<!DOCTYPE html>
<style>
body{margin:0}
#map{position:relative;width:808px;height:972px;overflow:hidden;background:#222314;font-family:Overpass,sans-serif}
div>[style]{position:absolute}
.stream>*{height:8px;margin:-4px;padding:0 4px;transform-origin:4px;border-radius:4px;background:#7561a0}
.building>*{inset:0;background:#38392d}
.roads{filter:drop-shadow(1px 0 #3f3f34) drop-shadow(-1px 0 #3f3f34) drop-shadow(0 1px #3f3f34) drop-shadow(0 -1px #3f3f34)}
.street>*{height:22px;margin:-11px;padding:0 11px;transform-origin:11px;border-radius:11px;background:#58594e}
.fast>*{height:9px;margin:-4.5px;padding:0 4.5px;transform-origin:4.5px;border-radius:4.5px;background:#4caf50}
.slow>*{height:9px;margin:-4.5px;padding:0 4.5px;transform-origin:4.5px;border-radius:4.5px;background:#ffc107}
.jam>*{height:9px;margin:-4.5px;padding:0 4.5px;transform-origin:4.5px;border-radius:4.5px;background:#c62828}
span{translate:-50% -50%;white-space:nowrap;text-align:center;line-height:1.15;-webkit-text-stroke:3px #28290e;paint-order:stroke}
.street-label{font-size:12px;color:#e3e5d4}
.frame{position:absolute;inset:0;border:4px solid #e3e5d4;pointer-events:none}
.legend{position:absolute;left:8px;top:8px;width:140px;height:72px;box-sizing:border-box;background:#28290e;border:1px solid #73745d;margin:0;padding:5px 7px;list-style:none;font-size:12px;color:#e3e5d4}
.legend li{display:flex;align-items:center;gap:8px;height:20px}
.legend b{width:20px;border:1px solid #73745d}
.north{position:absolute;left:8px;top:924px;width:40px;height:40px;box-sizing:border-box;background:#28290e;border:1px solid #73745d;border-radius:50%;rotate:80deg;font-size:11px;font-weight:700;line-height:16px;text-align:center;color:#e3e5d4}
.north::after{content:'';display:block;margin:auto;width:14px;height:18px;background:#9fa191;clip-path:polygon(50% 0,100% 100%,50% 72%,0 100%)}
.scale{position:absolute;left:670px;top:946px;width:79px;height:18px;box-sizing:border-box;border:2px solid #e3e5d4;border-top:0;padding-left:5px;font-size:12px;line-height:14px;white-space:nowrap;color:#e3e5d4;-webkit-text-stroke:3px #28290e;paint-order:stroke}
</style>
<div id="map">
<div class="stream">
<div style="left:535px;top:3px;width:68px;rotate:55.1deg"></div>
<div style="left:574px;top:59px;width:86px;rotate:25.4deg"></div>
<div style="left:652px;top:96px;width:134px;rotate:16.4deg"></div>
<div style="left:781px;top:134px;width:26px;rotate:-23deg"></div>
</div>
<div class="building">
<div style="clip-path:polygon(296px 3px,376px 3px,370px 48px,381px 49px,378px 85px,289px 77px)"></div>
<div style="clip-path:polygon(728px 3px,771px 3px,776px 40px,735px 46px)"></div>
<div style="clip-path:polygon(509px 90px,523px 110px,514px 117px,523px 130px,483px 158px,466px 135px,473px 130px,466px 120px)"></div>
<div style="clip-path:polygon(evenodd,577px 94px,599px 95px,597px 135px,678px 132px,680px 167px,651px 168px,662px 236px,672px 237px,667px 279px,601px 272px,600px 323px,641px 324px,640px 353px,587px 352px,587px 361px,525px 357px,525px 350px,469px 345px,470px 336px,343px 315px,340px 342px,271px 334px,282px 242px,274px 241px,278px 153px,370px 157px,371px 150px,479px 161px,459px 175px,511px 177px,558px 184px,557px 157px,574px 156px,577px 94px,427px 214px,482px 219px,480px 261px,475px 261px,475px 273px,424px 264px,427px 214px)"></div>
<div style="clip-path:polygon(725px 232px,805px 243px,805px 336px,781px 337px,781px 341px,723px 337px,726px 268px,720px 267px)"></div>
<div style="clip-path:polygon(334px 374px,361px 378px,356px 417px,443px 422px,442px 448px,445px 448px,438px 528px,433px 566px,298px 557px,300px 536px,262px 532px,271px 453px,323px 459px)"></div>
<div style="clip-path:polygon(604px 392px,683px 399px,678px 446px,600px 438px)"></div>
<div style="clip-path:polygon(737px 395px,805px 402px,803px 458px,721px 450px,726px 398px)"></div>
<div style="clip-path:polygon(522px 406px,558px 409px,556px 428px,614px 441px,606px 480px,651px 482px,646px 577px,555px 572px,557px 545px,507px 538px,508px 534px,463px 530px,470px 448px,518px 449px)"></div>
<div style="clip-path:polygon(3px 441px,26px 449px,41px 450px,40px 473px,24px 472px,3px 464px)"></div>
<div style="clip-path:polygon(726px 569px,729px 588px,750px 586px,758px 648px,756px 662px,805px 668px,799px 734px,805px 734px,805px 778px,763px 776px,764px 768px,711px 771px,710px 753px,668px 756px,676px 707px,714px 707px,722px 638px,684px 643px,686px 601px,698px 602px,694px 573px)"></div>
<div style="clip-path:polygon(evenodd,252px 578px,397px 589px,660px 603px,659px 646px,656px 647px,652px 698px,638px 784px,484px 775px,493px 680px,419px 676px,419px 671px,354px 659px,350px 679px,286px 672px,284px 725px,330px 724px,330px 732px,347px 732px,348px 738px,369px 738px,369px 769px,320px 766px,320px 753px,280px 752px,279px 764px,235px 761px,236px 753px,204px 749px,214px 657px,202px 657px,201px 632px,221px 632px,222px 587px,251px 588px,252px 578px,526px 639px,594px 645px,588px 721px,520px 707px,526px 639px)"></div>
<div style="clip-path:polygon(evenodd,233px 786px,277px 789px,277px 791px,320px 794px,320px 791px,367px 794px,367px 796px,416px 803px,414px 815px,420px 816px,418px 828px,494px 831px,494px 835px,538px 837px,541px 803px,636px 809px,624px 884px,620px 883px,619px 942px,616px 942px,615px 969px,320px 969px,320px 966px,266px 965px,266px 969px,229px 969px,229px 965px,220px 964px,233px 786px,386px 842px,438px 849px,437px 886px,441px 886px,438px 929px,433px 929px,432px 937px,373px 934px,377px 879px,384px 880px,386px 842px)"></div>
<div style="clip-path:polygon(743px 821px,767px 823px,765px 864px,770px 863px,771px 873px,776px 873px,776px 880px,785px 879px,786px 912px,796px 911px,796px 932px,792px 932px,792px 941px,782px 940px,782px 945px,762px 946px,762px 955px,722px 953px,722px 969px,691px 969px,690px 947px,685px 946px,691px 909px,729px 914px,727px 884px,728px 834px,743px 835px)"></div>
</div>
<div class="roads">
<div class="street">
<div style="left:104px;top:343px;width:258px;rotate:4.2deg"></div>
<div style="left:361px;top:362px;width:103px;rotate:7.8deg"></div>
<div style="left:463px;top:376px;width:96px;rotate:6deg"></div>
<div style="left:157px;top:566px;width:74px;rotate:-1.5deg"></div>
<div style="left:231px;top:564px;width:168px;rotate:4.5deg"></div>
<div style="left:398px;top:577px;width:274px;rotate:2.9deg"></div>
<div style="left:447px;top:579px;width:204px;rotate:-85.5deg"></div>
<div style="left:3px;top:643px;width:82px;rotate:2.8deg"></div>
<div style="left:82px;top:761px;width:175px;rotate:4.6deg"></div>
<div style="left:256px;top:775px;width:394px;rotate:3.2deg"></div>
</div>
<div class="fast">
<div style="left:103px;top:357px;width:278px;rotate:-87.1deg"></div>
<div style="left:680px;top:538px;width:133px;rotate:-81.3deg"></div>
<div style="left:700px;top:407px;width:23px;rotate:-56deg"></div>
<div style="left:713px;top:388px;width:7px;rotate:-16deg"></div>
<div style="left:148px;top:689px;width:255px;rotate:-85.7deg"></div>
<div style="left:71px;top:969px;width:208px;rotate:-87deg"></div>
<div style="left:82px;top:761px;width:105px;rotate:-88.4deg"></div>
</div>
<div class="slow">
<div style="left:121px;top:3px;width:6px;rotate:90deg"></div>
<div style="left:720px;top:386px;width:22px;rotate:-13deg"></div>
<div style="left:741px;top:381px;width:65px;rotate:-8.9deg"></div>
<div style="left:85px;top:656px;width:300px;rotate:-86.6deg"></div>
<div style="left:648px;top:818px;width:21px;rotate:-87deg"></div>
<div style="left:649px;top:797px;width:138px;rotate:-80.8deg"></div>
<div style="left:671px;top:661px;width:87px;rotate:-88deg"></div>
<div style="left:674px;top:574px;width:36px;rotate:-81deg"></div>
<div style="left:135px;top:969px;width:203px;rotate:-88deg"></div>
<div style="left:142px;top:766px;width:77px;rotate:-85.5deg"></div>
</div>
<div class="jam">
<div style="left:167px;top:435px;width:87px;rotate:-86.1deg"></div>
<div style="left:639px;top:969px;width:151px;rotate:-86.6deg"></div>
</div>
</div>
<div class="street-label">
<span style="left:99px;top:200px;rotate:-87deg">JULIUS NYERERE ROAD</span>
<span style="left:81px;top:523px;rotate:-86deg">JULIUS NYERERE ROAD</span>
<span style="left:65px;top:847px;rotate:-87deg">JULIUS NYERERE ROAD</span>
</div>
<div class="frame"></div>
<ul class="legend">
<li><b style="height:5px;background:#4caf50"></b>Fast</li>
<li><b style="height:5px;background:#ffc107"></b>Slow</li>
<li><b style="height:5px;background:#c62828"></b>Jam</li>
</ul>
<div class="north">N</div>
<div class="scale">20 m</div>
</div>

.....

Problem to work on — All that is needed is the opening run of the data, given again exactly: please include every line from the first through the line with "0 #3f3f34) drop-shadow(-1px", both ends kept.

Output below —
<!DOCTYPE html>
<style>
body{margin:0}
#map{position:relative;width:808px;height:972px;overflow:hidden;background:#222314;font-family:Overpass,sans-serif}
div>[style]{position:absolute}
.stream>*{height:8px;margin:-4px;padding:0 4px;transform-origin:4px;border-radius:4px;background:#7561a0}
.building>*{inset:0;background:#38392d}
.roads{filter:drop-shadow(1px 0 #3f3f34) drop-shadow(-1px 0 #3f3f34) drop-shadow(0 1px #3f3f34) drop-shadow(0 -1px #3f3f34)}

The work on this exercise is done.